* [TASK OBJECTIVE] Wherever a line of the data contains "controls", copy that line.

* [STORED DATA]

=-=-=-=-=

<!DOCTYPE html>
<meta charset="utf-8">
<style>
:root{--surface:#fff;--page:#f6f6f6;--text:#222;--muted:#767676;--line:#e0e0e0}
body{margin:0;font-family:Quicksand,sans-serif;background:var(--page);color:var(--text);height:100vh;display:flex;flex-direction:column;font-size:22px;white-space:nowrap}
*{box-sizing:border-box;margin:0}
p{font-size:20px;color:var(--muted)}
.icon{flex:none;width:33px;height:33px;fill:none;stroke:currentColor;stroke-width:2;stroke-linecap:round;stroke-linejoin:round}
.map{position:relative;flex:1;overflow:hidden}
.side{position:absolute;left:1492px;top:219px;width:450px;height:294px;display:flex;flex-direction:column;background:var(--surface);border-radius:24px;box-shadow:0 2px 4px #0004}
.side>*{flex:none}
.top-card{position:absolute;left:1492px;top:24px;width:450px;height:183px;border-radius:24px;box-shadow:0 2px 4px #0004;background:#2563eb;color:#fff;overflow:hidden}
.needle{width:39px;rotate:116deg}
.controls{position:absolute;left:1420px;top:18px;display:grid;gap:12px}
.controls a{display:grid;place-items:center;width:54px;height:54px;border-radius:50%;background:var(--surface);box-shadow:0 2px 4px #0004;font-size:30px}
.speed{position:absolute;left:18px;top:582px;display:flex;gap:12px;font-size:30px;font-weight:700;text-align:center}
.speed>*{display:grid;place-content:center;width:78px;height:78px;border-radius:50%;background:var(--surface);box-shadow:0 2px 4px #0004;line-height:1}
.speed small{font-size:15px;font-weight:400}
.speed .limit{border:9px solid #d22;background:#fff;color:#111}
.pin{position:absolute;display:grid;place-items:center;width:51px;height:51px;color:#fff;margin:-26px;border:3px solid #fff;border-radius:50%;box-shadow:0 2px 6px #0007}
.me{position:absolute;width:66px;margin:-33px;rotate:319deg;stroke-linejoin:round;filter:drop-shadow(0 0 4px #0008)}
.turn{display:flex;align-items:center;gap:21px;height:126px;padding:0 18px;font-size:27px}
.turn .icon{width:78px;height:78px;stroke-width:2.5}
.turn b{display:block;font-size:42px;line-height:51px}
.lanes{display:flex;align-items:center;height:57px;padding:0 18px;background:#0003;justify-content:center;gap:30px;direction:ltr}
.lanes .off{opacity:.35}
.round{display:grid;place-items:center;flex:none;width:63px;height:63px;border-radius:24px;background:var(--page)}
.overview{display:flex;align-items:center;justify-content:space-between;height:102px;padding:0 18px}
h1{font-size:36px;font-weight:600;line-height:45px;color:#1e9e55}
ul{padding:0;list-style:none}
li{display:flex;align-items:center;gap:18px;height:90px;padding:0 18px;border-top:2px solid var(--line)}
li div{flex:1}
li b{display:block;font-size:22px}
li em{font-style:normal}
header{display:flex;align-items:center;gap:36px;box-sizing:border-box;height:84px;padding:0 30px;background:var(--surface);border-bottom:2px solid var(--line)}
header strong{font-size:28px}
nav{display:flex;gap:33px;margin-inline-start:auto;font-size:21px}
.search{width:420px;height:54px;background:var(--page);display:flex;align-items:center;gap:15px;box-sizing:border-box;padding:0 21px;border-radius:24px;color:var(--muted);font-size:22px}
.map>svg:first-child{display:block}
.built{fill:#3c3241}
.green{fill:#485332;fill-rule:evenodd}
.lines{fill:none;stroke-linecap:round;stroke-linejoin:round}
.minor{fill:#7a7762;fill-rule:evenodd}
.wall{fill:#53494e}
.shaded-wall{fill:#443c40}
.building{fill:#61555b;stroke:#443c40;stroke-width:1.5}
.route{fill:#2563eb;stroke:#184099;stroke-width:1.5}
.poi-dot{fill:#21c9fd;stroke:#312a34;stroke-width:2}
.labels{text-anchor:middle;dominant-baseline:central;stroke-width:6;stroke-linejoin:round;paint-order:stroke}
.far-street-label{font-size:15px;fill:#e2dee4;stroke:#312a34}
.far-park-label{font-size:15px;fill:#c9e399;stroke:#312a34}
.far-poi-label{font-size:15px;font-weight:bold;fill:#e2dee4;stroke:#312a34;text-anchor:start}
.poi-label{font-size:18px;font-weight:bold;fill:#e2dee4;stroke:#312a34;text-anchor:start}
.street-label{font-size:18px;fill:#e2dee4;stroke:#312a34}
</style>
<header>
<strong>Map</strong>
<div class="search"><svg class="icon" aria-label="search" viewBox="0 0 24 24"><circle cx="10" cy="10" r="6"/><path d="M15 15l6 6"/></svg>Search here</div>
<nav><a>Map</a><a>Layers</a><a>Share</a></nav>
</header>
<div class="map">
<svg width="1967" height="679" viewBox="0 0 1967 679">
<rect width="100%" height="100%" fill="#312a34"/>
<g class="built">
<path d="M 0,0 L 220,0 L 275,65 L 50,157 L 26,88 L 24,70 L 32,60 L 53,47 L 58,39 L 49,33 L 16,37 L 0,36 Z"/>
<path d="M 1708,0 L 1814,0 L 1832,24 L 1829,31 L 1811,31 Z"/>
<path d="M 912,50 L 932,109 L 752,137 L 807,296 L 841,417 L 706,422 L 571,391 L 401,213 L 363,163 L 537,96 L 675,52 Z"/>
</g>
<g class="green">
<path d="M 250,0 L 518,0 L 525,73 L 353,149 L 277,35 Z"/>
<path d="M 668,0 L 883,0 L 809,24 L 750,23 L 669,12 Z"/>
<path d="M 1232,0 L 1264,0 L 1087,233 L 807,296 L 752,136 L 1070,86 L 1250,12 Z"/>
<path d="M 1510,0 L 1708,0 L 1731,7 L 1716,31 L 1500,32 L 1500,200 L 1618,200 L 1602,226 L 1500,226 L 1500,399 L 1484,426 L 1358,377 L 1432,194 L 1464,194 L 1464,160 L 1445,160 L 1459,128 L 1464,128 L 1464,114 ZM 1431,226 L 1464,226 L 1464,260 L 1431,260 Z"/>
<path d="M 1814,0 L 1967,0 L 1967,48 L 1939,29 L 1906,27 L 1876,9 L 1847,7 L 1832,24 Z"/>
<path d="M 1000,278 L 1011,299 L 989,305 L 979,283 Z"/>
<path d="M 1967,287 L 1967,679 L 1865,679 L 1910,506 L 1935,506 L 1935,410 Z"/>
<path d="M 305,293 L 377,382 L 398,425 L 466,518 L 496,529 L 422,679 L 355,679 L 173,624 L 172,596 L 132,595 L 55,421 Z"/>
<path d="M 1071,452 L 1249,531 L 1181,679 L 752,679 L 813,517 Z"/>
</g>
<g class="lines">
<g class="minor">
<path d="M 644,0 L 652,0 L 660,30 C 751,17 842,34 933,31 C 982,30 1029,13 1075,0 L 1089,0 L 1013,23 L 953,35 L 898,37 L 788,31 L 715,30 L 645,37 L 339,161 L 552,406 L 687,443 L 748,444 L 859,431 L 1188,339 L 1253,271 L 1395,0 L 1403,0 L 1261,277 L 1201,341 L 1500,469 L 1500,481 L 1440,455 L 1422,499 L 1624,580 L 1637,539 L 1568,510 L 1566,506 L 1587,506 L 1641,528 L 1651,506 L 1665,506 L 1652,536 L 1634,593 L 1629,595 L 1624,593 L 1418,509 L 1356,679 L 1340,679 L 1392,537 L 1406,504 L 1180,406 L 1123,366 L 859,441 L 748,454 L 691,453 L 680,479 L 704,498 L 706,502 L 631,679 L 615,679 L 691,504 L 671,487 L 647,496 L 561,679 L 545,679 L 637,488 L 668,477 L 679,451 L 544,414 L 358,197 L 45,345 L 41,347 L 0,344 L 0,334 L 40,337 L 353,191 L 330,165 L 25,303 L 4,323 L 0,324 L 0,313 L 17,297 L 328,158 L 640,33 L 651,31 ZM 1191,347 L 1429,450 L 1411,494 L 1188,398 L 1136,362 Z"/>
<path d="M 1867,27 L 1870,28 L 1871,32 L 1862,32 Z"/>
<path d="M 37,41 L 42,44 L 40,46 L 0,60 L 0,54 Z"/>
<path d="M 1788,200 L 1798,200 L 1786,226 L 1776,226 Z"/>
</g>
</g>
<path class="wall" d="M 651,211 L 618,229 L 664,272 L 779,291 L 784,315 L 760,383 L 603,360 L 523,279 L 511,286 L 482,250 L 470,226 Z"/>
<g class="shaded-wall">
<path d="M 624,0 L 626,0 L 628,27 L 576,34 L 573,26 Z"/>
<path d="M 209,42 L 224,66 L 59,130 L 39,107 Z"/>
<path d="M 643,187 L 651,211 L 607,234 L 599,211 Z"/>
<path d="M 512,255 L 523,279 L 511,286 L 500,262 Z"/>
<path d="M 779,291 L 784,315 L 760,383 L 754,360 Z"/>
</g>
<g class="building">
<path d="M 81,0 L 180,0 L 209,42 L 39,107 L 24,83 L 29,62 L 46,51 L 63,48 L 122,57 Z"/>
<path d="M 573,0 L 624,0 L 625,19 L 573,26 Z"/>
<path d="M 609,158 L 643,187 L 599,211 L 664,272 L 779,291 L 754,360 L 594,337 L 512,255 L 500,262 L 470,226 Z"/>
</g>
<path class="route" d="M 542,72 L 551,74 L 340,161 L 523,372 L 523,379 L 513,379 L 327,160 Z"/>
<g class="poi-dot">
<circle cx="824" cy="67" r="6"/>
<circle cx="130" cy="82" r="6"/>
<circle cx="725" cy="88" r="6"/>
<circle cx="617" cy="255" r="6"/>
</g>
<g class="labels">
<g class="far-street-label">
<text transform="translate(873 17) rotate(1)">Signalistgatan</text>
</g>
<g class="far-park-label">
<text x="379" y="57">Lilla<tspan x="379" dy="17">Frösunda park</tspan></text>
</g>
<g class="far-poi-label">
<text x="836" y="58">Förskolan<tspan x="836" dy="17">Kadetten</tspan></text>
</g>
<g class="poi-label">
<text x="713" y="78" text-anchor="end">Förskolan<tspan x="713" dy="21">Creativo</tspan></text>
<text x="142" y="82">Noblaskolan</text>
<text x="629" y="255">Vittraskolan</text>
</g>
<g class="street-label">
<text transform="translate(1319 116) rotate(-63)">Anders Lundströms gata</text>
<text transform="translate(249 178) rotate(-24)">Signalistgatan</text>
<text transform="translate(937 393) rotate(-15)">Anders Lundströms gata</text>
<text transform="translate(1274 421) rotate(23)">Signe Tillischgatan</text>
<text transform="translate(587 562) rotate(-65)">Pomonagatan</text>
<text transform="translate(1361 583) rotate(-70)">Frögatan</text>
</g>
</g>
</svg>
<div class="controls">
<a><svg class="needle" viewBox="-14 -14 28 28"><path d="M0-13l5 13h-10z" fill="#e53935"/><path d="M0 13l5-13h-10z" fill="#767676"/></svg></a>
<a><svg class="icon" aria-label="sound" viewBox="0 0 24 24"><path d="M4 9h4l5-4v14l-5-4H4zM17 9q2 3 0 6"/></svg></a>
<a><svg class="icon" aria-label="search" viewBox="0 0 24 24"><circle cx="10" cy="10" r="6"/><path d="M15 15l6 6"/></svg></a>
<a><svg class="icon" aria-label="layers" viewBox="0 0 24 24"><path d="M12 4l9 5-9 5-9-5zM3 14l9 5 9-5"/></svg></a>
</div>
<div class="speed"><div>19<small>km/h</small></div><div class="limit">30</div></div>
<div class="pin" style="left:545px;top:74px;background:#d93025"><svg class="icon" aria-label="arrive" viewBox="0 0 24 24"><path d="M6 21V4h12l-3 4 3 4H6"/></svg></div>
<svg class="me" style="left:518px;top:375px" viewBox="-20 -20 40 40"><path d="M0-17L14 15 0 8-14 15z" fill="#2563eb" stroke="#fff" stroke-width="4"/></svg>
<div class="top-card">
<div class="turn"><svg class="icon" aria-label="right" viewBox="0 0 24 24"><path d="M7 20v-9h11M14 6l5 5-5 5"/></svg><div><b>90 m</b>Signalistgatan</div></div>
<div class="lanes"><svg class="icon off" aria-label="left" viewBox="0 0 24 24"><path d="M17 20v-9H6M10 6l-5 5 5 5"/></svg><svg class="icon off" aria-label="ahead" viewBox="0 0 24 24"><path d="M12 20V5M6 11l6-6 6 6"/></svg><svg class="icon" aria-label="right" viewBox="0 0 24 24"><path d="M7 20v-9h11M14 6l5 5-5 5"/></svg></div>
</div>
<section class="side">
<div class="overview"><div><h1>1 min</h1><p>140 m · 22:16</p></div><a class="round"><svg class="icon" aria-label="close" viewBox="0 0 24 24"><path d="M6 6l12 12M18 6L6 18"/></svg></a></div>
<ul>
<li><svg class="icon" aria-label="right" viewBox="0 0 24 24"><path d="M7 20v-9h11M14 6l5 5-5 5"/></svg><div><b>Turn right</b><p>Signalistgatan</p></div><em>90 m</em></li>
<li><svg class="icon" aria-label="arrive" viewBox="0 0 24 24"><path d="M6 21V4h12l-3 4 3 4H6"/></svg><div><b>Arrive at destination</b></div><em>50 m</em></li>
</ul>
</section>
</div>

=-=-=-=-=

* [RESULT OF THIS EXERCISE]
.controls{position:absolute;left:1420px;top:18px;display:grid;gap:12px}
.controls a{display:grid;place-items:center;width:54px;height:54px;border-radius:50%;background:var(--surface);box-shadow:0 2px 4px #0004;font-size:30px}
<div class="controls">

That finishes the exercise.